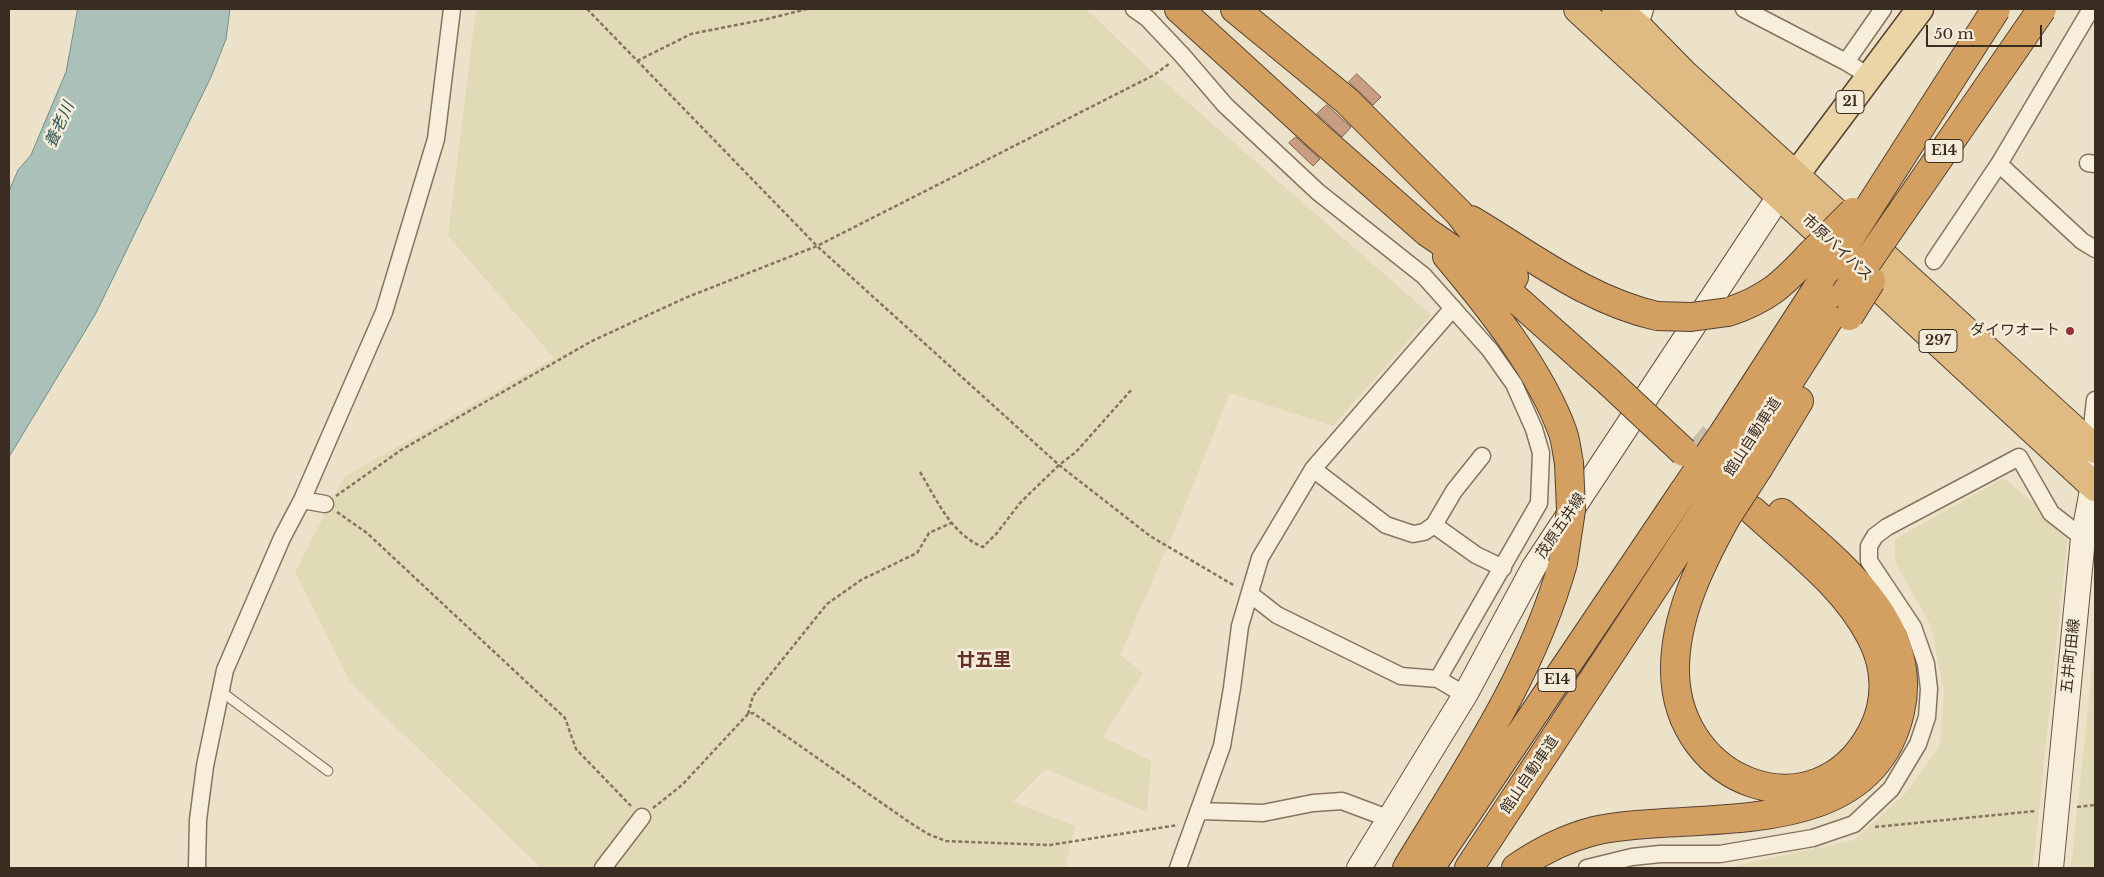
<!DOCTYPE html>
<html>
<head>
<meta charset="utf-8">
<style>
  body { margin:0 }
  #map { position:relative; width:2104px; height:877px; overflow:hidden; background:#ece1c9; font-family:"Libre Baskerville",serif }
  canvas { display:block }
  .frame { position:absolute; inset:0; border:10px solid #392c21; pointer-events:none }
  .scale { position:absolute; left:1926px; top:25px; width:116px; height:22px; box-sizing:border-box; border:2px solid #392c21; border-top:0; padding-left:6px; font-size:15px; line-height:18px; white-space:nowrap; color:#392c21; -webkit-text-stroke:4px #f4ebd8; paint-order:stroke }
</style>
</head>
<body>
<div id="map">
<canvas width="2104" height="877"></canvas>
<div class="frame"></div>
<div class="scale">50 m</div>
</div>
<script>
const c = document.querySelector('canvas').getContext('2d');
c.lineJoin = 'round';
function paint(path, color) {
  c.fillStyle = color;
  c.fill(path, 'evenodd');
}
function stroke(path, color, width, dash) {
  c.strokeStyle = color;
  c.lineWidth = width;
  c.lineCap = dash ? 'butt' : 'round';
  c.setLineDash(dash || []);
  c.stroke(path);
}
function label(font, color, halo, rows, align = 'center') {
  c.font = font + ' "Libre Baskerville","Noto Sans JP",serif';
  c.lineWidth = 5;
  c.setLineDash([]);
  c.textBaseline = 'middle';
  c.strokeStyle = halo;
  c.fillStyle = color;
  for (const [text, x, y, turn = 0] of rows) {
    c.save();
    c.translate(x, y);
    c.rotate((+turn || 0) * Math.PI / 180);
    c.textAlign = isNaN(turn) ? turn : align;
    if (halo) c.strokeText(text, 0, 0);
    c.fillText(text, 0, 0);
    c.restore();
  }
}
paint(new Path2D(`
  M476,9H1086L1144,64L1431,315L1333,426L1230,393L1179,520L1120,655L1143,673L1103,737L1151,761L1147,812L1046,769L1013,802L1075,826L1065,868H541L350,682L295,572L344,477L554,358L448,236Z
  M2004,478L2068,532L2033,868H1734L1735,866L1854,840L1904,795L1940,746L1944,690L1931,626L1895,562V539Z
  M2095,644V868H2071Z`), '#e1dab7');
const water = new Path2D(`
  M78,9H230L226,39L211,77L96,313L9,457V191L18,170L31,155L66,72Z`);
paint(water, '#aac0b9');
stroke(water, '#708e87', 1);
const building = new Path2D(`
  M1357,74L1381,97L1373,105L1349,82Z
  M1327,105L1351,127L1342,137L1317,114Z
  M1296,137L1320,159L1313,166L1289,143Z`);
paint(building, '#c79e82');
stroke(building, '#845e46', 1);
stroke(new Path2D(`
  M1694,437L1729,467`), '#c8bda7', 28, [28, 14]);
const service = new Path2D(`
  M219,690L328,771`);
const minor = new Path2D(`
  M1134,9L1147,18L1182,55L1225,105L1318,192L1424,276L1490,350L1514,384L1534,429L1541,453L1539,503L1438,679
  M1744,9L1846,62L1869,76
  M1639,28L1645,9
  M1846,62L1883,9
  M2088,163L2095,164
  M1999,164L2082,241L2095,249
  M1934,261L1999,164L2091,9
  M2090,445L2095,400
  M1313,469L1386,525L1413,534L1424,532L1434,525L1454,491L1482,456
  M302,500L325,504
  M1434,525L1476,555L1503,568
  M1250,594L1277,615L1401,676L1438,679L1465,695
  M1200,811L1263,813L1313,803L1342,801L1390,819
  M197,868L198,820L205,766L225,670L282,538L302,500L384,312L436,139L452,9
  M603,868L642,817
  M1178,868L1222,746L1232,688L1240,626L1260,558L1313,469L1453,308
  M1587,868L1632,857L1660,854H1720L1813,838L1854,824L1891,789L1918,744L1927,717L1929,689L1926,664L1913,627L1869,561V546L1875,536L1887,527L2019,457L2051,513L2083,538`);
const secondary = new Path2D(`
  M1359,868L1465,695L1534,567L1780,195
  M2051,868L2083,538L2093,485L2090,445`);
const primary = new Path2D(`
  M1783,192L1920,9`);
const trunk = new Path2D(`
  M1578,9L2095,487
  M1616,9L1639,28L1683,73L2095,449`);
const motorway = new Path2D(`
  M1179,9L1320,138L1427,232L1487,273L1608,381
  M1235,9L1347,101L1459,213L1496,261L1514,277
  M1471,220C1532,256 1587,300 1657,316
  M1447,256C1489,306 1541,371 1563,433C1566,442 1567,453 1569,463
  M1728,312C1767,299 1782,285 1810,255
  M1725,431L1831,267
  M1749,445L1845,294
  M1759,467L1799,401
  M1727,516C1701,563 1674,617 1675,672C1677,785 1817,836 1872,732C1888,702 1887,667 1871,637C1845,586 1794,549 1753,511
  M1407,868C1466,771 1532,674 1563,563
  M1430,868L1684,491
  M1469,868L1707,507
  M1516,868C1539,852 1567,838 1594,831C1693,809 1869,847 1900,712C1920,625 1840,564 1782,513`);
stroke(service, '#87745f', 11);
stroke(minor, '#87745f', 19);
stroke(secondary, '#695542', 26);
stroke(primary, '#554233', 29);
stroke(trunk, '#554233', 30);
stroke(motorway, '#554233', 30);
stroke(new Path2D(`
  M587,9L817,246L1059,465L1150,536L1235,586
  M637,61L691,34L767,19L807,9
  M920,472C937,500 951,534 983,547L997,533L1020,503L1059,465L1076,452L1132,389
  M336,496L401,450L592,341L685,298L817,246L1154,75L1169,64
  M337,512L367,533L565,718L576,749L631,806
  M748,714L753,696L827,604L861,580L917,553L929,533L951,523
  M2077,807L2095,805
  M653,808L682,785L748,714L753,713L909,822L928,834L946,841L1050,845L1178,825
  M1875,827L2036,811`), '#87745f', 2.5, [4, 2.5]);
stroke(service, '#f7efdc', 9);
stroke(minor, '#f7efdc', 16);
stroke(secondary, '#f7efdc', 24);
stroke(primary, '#ebd4a5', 26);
stroke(trunk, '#e0ba83', 28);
stroke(motorway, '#d4a061', 28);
const motorwayBridge = new Path2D(`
  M1810,255L1853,212
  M1831,267L1996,9
  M1845,294L2042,9
  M1657,316L1691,317L1728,312
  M1849,316L1871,281
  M1608,381L1684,452
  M1684,491L1725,431
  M1707,507L1749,445
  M1727,516L1759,467
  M1563,563L1571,510L1569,463`);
stroke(motorwayBridge, '#554233', 30, []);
stroke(motorwayBridge, '#d4a061', 28);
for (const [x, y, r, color] of [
  [2070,331,5,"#923335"]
]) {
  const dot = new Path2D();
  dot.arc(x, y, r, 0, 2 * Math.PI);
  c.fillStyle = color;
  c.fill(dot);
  stroke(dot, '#f4ebd8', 2);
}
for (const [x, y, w] of [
  [1850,102,28],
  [1944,151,38],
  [1938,341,38],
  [1557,680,38]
]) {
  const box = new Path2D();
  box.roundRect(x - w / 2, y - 11.5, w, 23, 4);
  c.fillStyle = '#f4ebd8';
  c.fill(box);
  stroke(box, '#392c21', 1);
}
label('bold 14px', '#392c21', null, [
  ["21",1850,102],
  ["E14",1944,151],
  ["297",1938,341],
  ["E14",1557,680]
]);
label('15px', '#392c21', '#f4ebd8', [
  ["市原バイパス",1837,248,43],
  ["館山自動車道",1753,437,-57],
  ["茂原五井線",1561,526,-56],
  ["五井町田線",2071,656,-84],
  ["館山自動車道",1530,775,-56]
]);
label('15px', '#392c21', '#f4ebd8', [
  ["ダイワオート",2060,331]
], 'right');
label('italic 16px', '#325754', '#f4ebd8', [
  ["養老川",60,125,-66]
]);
label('bold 18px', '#623024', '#f4ebd8', [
  ["廿五里",984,661]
]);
</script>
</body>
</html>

*-*-*

* Task objective
Taking the line that contains "M1727,516L1759,467" as the first, reproduce every line through the end of the entries exactly.

* Task solution
  M1727,516L1759,467
  M1563,563L1571,510L1569,463`);
stroke(motorwayBridge, '#554233', 30, []);
stroke(motorwayBridge, '#d4a061', 28);
for (const [x, y, r, color] of [
  [2070,331,5,"#923335"]
]) {
  const dot = new Path2D();
  dot.arc(x, y, r, 0, 2 * Math.PI);
  c.fillStyle = color;
  c.fill(dot);
  stroke(dot, '#f4ebd8', 2);
}
for (const [x, y, w] of [
  [1850,102,28],
  [1944,151,38],
  [1938,341,38],
  [1557,680,38]
]) {
  const box = new Path2D();
  box.roundRect(x - w / 2, y - 11.5, w, 23, 4);
  c.fillStyle = '#f4ebd8';
  c.fill(box);
  stroke(box, '#392c21', 1);
}
label('bold 14px', '#392c21', null, [
  ["21",1850,102],
  ["E14",1944,151],
  ["297",1938,341],
  ["E14",1557,680]
]);
label('15px', '#392c21', '#f4ebd8', [
  ["市原バイパス",1837,248,43],
  ["館山自動車道",1753,437,-57],
  ["茂原五井線",1561,526,-56],
  ["五井町田線",2071,656,-84],
  ["館山自動車道",1530,775,-56]
]);
label('15px', '#392c21', '#f4ebd8', [
  ["ダイワオート",2060,331]
], 'right');
label('italic 16px', '#325754', '#f4ebd8', [
  ["養老川",60,125,-66]
]);
label('bold 18px', '#623024', '#f4ebd8', [
  ["廿五里",984,661]
]);
</script>
</body>
</html>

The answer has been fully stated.